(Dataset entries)
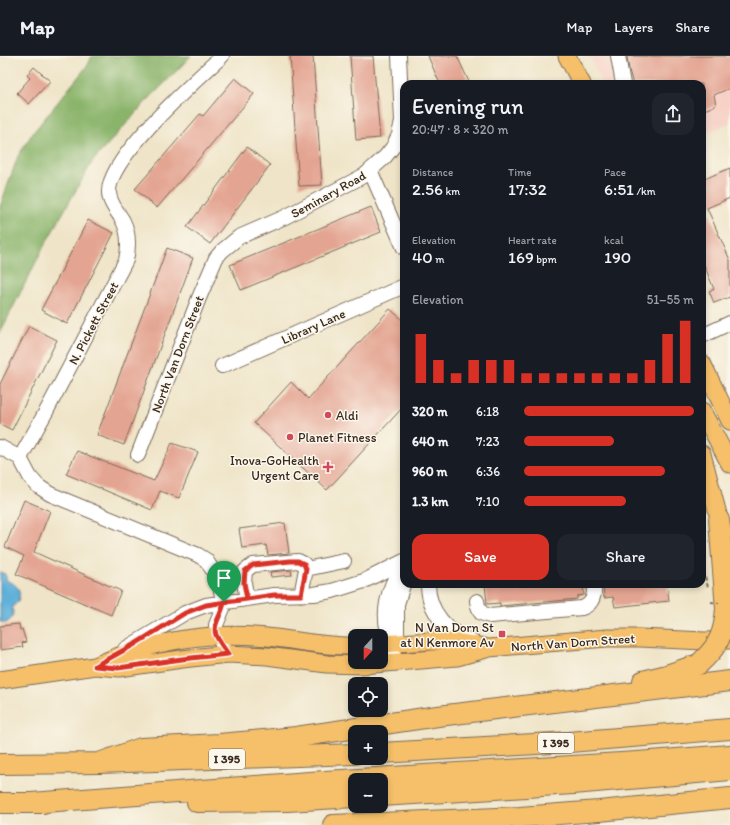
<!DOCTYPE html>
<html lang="en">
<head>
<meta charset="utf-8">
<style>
  :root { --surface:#171b24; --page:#20242c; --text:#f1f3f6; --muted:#9ea1a6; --line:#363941; --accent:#d93025 }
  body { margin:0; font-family:Itim,sans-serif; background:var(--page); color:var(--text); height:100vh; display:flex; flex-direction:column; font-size:15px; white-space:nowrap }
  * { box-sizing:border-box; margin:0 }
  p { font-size:13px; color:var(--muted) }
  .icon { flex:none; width:22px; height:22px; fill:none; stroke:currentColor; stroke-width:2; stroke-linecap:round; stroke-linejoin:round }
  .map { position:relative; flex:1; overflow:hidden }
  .details { position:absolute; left:400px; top:24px; width:306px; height:508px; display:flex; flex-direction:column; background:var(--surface); border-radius:12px; box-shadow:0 2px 6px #0003 }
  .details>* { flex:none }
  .needle { width:26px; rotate:201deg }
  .buttons { position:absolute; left:348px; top:573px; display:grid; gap:8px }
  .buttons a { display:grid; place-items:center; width:40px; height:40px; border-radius:8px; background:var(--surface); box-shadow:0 2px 6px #0003; font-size:20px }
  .pin { position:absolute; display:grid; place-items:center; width:34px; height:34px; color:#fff; margin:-41px -17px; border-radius:50% 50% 50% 0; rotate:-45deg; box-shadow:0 0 4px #0007 }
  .pin .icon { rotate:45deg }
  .round { display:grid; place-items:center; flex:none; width:42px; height:42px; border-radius:12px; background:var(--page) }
  .overview { display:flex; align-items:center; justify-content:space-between; height:68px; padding:0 12px }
  h1 { font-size:22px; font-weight:600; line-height:30px }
  .stats { display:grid; grid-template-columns:repeat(3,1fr); gap:6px; height:68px; padding:4px 12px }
  .stats div { display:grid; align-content:center }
  .stats b { font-size:17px; font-weight:600 }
  .stats small { font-size:11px; font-weight:400 }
  .stats p { font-size:11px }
  .chart { height:112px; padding:8px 12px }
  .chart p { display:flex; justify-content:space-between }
  .chart svg { width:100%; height:72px; margin-top:4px; stroke:var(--accent); stroke-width:6 }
  .primary-button { display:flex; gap:8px; margin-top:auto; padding:8px 12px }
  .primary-button a { flex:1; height:46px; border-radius:12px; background:var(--accent); color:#fff; font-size:16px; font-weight:600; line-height:46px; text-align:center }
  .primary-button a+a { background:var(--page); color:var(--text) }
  ul { padding:0 12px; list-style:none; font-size:13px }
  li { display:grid; grid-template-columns:64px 48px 1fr; align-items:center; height:30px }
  li i { height:10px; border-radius:5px; background:var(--accent) }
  header { display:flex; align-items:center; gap:24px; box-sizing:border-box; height:56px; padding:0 20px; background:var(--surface); border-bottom:1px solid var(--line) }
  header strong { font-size:19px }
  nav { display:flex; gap:22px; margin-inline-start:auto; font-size:14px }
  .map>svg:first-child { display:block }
  .built { fill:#f7d1c6 }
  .forest { fill:#8ab46b; stroke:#626f44 }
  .water { fill:#60b1da; stroke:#4e6e7c }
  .building { fill:#e4a492 }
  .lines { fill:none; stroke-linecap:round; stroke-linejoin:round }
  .minor-casing { stroke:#7a6b59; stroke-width:16 }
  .major-casing { stroke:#7a6b59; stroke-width:19 }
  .highway-casing { stroke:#7a6b59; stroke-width:22 }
  .path { stroke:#7a6b59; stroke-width:2; stroke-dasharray:3 3; stroke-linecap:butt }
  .minor { stroke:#fff; stroke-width:14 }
  .major { stroke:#f6c06b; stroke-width:17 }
  .highway { stroke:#f6c06b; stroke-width:20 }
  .highway-bridge-casing { stroke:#7a6b59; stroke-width:22; stroke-linecap:butt }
  .path-bridge { stroke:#7a6b59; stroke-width:2; stroke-dasharray:3 3; stroke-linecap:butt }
  .highway-bridge { stroke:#f6c06b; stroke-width:20 }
  .route-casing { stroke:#fff; stroke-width:8 }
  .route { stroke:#d93025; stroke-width:5 }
  .poi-dot { fill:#d1495b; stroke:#fbf7ec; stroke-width:1.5 }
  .labels { text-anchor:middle; stroke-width:3; stroke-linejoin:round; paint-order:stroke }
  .shield { fill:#fbf7ec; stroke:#75685c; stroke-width:1 }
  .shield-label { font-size:12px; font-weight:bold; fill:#3b2a1e }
  .street-label { font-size:13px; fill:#3b2a1e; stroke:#fbf7ec }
  .poi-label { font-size:13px; fill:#3b2a1e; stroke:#fbf7ec; text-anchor:start }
</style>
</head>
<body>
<header>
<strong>Map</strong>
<nav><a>Map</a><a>Layers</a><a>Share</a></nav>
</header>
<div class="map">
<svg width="730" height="769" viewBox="0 0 730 769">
  <rect width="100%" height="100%" fill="#fbf7ec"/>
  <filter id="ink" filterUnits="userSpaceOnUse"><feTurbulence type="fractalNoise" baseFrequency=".025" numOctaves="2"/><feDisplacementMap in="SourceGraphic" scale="8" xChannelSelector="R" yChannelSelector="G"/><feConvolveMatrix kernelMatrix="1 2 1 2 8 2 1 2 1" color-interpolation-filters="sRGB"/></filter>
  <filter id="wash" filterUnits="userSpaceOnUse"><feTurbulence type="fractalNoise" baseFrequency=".012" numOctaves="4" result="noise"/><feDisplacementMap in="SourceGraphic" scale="16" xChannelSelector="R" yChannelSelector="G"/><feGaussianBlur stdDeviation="0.9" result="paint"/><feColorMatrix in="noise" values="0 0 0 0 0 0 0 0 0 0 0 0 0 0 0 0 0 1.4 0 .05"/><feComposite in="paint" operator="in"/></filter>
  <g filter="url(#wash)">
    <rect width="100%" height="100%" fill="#efe4c7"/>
    <path class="built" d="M590,0H730V67L702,78V28H602Z"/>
    <path class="forest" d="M92,0H191L143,49L92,106L43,192L0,277V151L18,100L32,78L88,9Z"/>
    <path class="water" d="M0,516L5,518L7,525C21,528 24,543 12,551C14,559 13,563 6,567L0,566Z"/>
    <g id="blocks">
      <path class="building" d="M290,0H313L322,129L299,130Z
        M350,0H373L380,82L356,84Z
        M428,0H457L470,28H440Z
        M627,0H730V32L714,39L716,49L702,55V28H633L629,14Z
        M34,11L50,25L29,48L17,37L30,22L27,19Z
        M235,22L254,38L157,152L135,133L200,58L203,60Z
        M247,91L270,109L210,188L187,171Z
        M730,112V142L707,152L730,204V241L714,247L709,235L714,233L702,204V124Z
        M371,151L381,176L241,234L230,209Z
        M88,164L114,177L67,268L41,254Z
        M167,192L193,202L124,389L97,379Z
        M390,253L404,265V350L327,434L254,367L291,326L308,343Z
        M29,270L57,284L12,374L0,368V328Z
        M172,387L198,396L179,442L160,435L152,454L66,418L77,395L154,425Z
        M24,444L50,455L34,496L121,535L111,559L16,518L24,500L5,491Z
        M285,467L289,497L268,499L266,489L242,492L239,473Z
        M291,514L292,519L271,521L270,516Z
        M485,528H583L584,539L577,540V543L500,550V547L487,548Z
        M603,528H667L669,545L615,551L613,541L604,542Z
        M19,568L20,574L22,573L26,586L22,587L23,591L0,594V570Z"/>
    </g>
  </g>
  <g filter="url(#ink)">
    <use href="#blocks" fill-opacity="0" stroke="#7a6b59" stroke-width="1"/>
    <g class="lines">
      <g class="minor-casing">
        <path id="minor" d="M618,0L623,28
          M370,114L404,192
          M702,280L730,267
          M222,310L404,230
          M0,391L20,402L30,421L38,430L50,438L198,499L206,504L219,524L223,546V552L216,569V578L228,598
          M138,399L199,242L216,202L222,195L239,181L285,161L365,119L385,101L393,91L399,79L402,65L399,0
          M20,402L47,354L126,204C129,191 129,177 123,165C118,156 109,147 109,136C108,101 196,25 222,0
          M428,528C428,556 448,577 473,586
          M301,539L306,513L344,505
          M247,543L244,527L245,515L253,509L298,505L304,508L306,513
          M477,545L478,550L481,557L490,560L582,552C593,548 595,539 594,528
          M393,587C379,563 387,530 404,509
          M125,593L185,557L206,549L274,539L314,538L332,535L364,525L404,505
          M394,606L393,587L397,577V548L404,526"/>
      </g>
      <g class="major-casing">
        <path id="major" d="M567,0L582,28
          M702,307L730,365
          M702,355L730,408
          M702,398L723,477
          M381,588L431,585L457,586L485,591
          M95,610C148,585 209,575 267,581C297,584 325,591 355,590
          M0,624L95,610L119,612L182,603L228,598L267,600L327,608L362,609L457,601L489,592L607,582H640L705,585L730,584"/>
      </g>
      <g class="highway-casing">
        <path id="highway" d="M719,464L726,553L725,562
          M643,625L667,619L699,608
          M381,697L569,686L730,673
          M99,707L141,692L219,688L296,681L438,660L730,625
          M0,708L99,707L355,698
          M381,740L573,728L730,714
          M197,746L287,745L355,741
          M0,747H43
          M31,747L309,726L637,706L730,699
          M333,769L520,761L599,755L730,742"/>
      </g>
      <path class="path" d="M702,510L708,531"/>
      <use href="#minor" class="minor"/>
      <use href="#major" class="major"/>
      <use href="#highway" class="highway"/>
      <g class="highway-bridge-casing">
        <path id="highway-bridge" d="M699,608C714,594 722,584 725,562"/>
      </g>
      <path class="path-bridge" d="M711,546L719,547"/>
      <use href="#highway-bridge" class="highway-bridge"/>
    </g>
  </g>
  <g class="lines" filter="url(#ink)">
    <g class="route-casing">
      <path id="route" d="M224,546C223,557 212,568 216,579C219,586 224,592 228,598L182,603L118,612L95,610L135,588L185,557L206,549L274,539H301L306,513L304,508L298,505H290L253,509L245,515L244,527L247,543L224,546"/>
    </g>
    <use href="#route" class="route"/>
  </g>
  <g class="poi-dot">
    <circle cx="328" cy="359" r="4"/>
    <circle cx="290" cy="381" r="4"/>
    <path d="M326 405h4v4h4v4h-4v4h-4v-4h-4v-4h4z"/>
    <rect x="498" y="574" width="8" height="8" rx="2"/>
  </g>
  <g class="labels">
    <g class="shield">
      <rect x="538" y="677" width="36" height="20" rx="3"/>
      <rect x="209" y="693" width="36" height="20" rx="3"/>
    </g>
    <g class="shield-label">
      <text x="556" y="691">I 395</text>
      <text x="227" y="707">I 395</text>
    </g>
    <g class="street-label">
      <text transform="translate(328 138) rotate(-29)" y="5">Seminary Road</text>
      <text transform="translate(93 267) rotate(-62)" y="5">N. Pickett Street</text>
      <text transform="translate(313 270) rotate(-24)" y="5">Library Lane</text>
      <text transform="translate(177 298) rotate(-69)" y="5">North Van Dorn Street</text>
      <text transform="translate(573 586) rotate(-4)" y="5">North Van Dorn Street</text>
    </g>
    <g class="poi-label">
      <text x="336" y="364">Aldi</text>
      <text x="298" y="386">Planet Fitness</text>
      <text x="319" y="409" text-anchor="end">Inova-GoHealth<tspan x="319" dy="15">Urgent Care</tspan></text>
      <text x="494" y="576" text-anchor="end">N Van Dorn St<tspan x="494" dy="15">at N Kenmore Av</tspan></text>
    </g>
  </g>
</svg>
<div class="buttons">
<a><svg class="needle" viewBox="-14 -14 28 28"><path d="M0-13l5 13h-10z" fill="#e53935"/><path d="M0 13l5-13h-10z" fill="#9ea1a6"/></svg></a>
<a><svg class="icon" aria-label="locate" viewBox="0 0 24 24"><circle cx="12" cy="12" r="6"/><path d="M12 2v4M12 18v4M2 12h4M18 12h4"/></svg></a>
<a>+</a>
<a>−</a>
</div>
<div class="pin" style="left:224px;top:546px;background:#1e9e55"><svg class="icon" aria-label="arrive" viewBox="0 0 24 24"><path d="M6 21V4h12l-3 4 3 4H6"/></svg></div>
<section class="details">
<div class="overview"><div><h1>Evening run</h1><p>20:47 · 8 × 320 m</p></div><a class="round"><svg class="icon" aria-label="share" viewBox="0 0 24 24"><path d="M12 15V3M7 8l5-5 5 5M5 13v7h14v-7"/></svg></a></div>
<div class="stats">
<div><p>Distance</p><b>2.56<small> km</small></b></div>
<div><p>Time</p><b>17:32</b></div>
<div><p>Pace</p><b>6:51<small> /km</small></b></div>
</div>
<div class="stats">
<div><p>Elevation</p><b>40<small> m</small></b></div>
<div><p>Heart rate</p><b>169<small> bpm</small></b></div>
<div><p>kcal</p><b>190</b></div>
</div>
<div class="chart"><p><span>Elevation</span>51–55 m</p>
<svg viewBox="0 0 160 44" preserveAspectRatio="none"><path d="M5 44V14M15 44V30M25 44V38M35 44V30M45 44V30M55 44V30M65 44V38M75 44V38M85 44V38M95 44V38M105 44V38M115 44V38M125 44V38M135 44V30M145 44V14M155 44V6"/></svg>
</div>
<ul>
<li><b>320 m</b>6:18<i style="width:100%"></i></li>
<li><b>640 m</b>7:23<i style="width:53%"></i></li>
<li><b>960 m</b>6:36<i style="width:83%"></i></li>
<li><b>1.3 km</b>7:10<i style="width:60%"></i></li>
</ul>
<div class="primary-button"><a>Save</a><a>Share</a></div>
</section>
</div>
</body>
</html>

### EXERCISE DETAILS
Take the lines from the start of the entries through the line containing "display:flex; gap:8px; margin-top:auto;" and set them down exactly, leaving out every picture.

### TASK OUTPUT
<!DOCTYPE html>
<html lang="en">
<head>
<meta charset="utf-8">
<style>
  :root { --surface:#171b24; --page:#20242c; --text:#f1f3f6; --muted:#9ea1a6; --line:#363941; --accent:#d93025 }
  body { margin:0; font-family:Itim,sans-serif; background:var(--page); color:var(--text); height:100vh; display:flex; flex-direction:column; font-size:15px; white-space:nowrap }
  * { box-sizing:border-box; margin:0 }
  p { font-size:13px; color:var(--muted) }
  .icon { flex:none; width:22px; height:22px; fill:none; stroke:currentColor; stroke-width:2; stroke-linecap:round; stroke-linejoin:round }
  .map { position:relative; flex:1; overflow:hidden }
  .details { position:absolute; left:400px; top:24px; width:306px; height:508px; display:flex; flex-direction:column; background:var(--surface); border-radius:12px; box-shadow:0 2px 6px #0003 }
  .details>* { flex:none }
  .needle { width:26px; rotate:201deg }
  .buttons { position:absolute; left:348px; top:573px; display:grid; gap:8px }
  .buttons a { display:grid; place-items:center; width:40px; height:40px; border-radius:8px; background:var(--surface); box-shadow:0 2px 6px #0003; font-size:20px }
  .pin { position:absolute; display:grid; place-items:center; width:34px; height:34px; color:#fff; margin:-41px -17px; border-radius:50% 50% 50% 0; rotate:-45deg; box-shadow:0 0 4px #0007 }
  .pin .icon { rotate:45deg }
  .round { display:grid; place-items:center; flex:none; width:42px; height:42px; border-radius:12px; background:var(--page) }
  .overview { display:flex; align-items:center; justify-content:space-between; height:68px; padding:0 12px }
  h1 { font-size:22px; font-weight:600; line-height:30px }
  .stats { display:grid; grid-template-columns:repeat(3,1fr); gap:6px; height:68px; padding:4px 12px }
  .stats div { display:grid; align-content:center }
  .stats b { font-size:17px; font-weight:600 }
  .stats small { font-size:11px; font-weight:400 }
  .stats p { font-size:11px }
  .chart { height:112px; padding:8px 12px }
  .chart p { display:flex; justify-content:space-between }
  .chart svg { width:100%; height:72px; margin-top:4px; stroke:var(--accent); stroke-width:6 }
  .primary-button { display:flex; gap:8px; margin-top:auto; padding:8px 12px }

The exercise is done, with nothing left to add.